### TASK REQUIREMENTS
Stop after the line containing "I am building a map index. Serialize"; retype every line of the data before it exactly, starting from the first.

[EXTRACTED ENTRIES]

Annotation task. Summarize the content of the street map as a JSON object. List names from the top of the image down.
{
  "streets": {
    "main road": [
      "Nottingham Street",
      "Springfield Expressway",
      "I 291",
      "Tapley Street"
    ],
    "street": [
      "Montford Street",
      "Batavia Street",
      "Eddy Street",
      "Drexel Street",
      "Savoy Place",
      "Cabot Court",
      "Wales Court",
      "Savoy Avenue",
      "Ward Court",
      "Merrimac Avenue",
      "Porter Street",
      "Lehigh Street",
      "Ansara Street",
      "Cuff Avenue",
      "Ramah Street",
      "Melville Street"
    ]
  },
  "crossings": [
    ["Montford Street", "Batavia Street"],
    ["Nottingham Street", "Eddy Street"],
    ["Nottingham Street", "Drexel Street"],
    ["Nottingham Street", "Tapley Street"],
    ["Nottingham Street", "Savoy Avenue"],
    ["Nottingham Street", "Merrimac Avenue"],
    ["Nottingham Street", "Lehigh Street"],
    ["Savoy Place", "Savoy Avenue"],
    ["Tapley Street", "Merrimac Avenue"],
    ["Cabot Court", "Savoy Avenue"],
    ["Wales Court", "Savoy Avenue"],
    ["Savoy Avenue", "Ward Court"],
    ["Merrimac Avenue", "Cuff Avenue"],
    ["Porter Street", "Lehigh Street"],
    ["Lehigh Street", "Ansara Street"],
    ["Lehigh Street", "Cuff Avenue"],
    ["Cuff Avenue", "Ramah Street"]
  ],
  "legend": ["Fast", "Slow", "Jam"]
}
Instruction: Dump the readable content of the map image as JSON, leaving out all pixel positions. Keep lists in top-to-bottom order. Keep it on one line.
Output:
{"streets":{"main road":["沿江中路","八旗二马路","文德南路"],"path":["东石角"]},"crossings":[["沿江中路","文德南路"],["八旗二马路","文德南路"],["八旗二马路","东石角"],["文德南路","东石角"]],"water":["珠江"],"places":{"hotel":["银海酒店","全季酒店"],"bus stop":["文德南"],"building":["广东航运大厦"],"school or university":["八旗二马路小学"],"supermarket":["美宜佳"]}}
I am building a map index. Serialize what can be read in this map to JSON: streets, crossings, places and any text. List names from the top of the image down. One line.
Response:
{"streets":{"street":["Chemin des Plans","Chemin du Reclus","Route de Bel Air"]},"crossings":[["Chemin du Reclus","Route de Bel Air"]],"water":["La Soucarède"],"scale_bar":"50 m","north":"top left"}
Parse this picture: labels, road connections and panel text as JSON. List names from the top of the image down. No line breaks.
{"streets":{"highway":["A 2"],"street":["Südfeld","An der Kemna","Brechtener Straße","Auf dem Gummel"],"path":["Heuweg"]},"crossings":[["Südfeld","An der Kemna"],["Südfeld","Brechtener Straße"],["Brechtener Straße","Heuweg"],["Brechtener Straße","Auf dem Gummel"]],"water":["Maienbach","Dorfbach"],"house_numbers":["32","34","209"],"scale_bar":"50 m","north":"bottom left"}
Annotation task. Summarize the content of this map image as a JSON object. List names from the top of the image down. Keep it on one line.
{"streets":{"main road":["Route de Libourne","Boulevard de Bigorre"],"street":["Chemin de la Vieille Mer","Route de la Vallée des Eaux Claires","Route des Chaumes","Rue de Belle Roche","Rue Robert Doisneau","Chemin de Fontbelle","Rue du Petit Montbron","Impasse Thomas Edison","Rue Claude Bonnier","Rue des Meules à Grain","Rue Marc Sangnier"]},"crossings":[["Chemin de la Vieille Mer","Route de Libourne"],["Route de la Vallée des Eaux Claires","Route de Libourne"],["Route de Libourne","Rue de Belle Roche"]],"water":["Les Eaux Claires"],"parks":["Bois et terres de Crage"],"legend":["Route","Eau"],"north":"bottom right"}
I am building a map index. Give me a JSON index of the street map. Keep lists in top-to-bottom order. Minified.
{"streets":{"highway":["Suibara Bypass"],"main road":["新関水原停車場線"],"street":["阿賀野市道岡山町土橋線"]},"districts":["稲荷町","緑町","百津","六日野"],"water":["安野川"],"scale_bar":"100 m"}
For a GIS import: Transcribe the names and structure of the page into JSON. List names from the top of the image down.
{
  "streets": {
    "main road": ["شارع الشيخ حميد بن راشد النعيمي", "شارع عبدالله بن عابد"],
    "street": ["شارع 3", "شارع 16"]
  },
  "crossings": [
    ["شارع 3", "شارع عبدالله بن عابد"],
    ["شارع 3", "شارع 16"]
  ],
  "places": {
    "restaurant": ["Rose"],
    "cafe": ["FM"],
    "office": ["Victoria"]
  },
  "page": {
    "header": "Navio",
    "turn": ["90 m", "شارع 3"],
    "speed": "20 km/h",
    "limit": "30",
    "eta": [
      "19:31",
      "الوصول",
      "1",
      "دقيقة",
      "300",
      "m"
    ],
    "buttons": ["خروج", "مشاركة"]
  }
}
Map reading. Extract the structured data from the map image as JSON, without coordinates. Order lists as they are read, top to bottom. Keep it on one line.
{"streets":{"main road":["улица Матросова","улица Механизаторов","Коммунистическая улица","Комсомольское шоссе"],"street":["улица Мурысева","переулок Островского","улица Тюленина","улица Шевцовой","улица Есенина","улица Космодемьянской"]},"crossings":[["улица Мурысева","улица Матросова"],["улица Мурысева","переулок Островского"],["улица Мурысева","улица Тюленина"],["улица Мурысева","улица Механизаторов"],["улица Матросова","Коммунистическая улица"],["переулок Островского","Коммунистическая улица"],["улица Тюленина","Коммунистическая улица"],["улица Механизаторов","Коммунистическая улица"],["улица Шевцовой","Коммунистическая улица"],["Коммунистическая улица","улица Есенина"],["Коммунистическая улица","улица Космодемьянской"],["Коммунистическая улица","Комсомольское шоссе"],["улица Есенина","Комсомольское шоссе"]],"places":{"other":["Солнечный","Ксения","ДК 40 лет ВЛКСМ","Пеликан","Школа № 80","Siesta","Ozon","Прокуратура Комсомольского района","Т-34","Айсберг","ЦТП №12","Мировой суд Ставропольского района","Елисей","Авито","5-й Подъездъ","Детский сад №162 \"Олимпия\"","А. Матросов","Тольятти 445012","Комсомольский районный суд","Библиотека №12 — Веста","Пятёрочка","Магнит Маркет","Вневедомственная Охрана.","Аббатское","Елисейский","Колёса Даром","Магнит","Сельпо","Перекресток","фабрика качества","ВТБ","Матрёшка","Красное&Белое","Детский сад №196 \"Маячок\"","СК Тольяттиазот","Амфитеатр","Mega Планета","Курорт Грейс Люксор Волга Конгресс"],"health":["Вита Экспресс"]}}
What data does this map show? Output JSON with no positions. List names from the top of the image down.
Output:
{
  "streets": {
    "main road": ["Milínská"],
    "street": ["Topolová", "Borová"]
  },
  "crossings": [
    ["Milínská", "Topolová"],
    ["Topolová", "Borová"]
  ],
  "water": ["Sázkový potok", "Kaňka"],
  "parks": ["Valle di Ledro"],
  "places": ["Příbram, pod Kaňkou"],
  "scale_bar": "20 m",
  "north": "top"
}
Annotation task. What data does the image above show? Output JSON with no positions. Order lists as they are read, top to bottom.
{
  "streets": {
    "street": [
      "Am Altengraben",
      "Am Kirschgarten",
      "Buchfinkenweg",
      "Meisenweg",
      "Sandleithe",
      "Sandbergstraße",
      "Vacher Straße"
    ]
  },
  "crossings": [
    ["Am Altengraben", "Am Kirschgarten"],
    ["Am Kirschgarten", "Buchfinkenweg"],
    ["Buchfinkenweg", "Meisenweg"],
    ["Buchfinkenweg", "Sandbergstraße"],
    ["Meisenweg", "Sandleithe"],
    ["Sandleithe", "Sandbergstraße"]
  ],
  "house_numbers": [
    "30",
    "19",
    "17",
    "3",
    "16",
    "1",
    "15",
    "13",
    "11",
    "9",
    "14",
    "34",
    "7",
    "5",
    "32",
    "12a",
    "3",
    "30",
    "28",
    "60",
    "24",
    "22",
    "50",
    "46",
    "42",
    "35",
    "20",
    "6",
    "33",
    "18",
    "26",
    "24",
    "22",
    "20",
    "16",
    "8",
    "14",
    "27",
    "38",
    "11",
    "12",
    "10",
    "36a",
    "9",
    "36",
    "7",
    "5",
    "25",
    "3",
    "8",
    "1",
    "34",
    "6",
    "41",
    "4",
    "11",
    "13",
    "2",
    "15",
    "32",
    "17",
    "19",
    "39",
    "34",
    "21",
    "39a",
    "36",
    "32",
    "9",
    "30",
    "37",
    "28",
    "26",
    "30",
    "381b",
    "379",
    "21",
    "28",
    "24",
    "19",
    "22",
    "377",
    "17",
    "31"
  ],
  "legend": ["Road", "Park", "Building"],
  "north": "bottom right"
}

[/EXTRACTED ENTRIES]

### ANSWER BOX
Annotation task. Summarize the content of the street map as a JSON object. List names from the top of the image down.
{
  "streets": {
    "main road": [
      "Nottingham Street",
      "Springfield Expressway",
      "I 291",
      "Tapley Street"
    ],
    "street": [
      "Montford Street",
      "Batavia Street",
      "Eddy Street",
      "Drexel Street",
      "Savoy Place",
      "Cabot Court",
      "Wales Court",
      "Savoy Avenue",
      "Ward Court",
      "Merrimac Avenue",
      "Porter Street",
      "Lehigh Street",
      "Ansara Street",
      "Cuff Avenue",
      "Ramah Street",
      "Melville Street"
    ]
  },
  "crossings": [
    ["Montford Street", "Batavia Street"],
    ["Nottingham Street", "Eddy Street"],
    ["Nottingham Street", "Drexel Street"],
    ["Nottingham Street", "Tapley Street"],
    ["Nottingham Street", "Savoy Avenue"],
    ["Nottingham Street", "Merrimac Avenue"],
    ["Nottingham Street", "Lehigh Street"],
    ["Savoy Place", "Savoy Avenue"],
    ["Tapley Street", "Merrimac Avenue"],
    ["Cabot Court", "Savoy Avenue"],
    ["Wales Court", "Savoy Avenue"],
    ["Savoy Avenue", "Ward Court"],
    ["Merrimac Avenue", "Cuff Avenue"],
    ["Porter Street", "Lehigh Street"],
    ["Lehigh Street", "Ansara Street"],
    ["Lehigh Street", "Cuff Avenue"],
    ["Cuff Avenue", "Ramah Street"]
  ],
  "legend": ["Fast", "Slow", "Jam"]
}
Instruction: Dump the readable content of the map image as JSON, leaving out all pixel positions. Keep lists in top-to-bottom order. Keep it on one line.
Output:
{"streets":{"main road":["沿江中路","八旗二马路","文德南路"],"path":["东石角"]},"crossings":[["沿江中路","文德南路"],["八旗二马路","文德南路"],["八旗二马路","东石角"],["文德南路","东石角"]],"water":["珠江"],"places":{"hotel":["银海酒店","全季酒店"],"bus stop":["文德南"],"building":["广东航运大厦"],"school or university":["八旗二马路小学"],"supermarket":["美宜佳"]}}
I am building a map index. Serialize what can be read in this map to JSON: streets, crossings, places and any text. List names from the top of the image down. One line.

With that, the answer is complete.